**** Listed entries ****

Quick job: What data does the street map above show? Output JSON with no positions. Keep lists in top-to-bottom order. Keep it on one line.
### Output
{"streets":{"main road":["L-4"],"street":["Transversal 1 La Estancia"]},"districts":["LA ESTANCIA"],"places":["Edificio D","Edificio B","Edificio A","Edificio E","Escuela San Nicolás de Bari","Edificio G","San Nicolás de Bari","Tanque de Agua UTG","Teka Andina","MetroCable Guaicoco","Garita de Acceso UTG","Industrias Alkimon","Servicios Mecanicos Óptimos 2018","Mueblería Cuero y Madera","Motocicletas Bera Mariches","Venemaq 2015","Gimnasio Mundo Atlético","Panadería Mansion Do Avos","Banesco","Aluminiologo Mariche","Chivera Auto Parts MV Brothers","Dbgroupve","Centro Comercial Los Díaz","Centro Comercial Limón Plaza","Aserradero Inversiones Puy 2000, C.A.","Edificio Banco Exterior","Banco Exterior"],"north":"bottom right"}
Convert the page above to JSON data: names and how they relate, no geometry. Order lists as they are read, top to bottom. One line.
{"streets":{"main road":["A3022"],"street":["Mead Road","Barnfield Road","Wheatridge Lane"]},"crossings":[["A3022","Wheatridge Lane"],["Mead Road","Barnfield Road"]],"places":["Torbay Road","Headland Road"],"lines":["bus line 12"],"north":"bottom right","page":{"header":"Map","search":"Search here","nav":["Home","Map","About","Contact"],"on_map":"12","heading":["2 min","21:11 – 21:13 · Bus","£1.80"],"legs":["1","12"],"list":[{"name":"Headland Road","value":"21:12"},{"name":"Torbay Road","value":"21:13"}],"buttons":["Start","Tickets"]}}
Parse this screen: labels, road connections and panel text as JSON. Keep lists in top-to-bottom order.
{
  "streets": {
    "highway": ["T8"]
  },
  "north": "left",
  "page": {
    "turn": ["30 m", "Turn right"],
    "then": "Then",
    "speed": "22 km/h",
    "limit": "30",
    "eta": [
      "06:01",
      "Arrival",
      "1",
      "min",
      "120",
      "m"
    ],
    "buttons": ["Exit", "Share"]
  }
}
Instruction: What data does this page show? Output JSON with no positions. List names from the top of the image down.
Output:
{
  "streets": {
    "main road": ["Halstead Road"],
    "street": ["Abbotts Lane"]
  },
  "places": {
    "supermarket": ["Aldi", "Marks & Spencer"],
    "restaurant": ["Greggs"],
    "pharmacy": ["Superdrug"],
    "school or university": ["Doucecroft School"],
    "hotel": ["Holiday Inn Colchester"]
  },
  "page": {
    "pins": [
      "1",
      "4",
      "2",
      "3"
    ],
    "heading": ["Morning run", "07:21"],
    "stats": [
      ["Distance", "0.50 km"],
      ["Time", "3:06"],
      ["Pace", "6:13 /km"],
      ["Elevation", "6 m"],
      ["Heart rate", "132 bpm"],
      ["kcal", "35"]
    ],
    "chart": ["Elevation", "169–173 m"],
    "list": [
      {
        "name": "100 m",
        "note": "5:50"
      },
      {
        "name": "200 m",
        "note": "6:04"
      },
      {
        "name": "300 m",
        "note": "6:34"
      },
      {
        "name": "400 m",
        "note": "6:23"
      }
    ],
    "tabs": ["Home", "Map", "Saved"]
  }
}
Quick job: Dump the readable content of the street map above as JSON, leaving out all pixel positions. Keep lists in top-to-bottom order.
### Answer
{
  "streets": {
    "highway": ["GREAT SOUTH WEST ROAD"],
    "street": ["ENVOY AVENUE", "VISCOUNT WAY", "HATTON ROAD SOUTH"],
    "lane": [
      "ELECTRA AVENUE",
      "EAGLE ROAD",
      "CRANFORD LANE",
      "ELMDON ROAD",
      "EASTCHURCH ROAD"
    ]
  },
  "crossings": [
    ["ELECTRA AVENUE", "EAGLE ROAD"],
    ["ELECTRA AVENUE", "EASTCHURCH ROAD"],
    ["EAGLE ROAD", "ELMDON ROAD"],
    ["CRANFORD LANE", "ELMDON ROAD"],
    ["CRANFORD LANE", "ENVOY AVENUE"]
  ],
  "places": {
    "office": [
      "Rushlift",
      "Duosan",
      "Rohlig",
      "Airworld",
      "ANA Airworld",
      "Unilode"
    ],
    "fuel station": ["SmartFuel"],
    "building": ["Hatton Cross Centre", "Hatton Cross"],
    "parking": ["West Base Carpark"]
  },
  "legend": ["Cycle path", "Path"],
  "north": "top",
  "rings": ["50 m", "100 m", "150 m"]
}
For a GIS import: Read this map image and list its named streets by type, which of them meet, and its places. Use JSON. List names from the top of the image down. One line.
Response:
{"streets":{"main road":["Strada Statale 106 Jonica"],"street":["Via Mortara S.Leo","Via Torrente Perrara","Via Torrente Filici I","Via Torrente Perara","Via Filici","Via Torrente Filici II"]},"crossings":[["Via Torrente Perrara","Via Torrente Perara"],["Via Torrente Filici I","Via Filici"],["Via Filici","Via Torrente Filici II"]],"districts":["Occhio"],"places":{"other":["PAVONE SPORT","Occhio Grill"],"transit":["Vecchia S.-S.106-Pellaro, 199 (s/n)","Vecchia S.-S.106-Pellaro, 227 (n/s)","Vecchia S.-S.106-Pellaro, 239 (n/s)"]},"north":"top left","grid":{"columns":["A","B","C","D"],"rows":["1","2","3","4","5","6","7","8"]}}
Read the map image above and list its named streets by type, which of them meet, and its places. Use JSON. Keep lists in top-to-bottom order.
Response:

****

* Task prompt *
Extract every line containing the string "which" from the data above.

* Your solution *
For a GIS import: Read this map image and list its named streets by type, which of them meet, and its places. Use JSON. List names from the top of the image down. One line.
Read the map image above and list its named streets by type, which of them meet, and its places. Use JSON. Keep lists in top-to-bottom order.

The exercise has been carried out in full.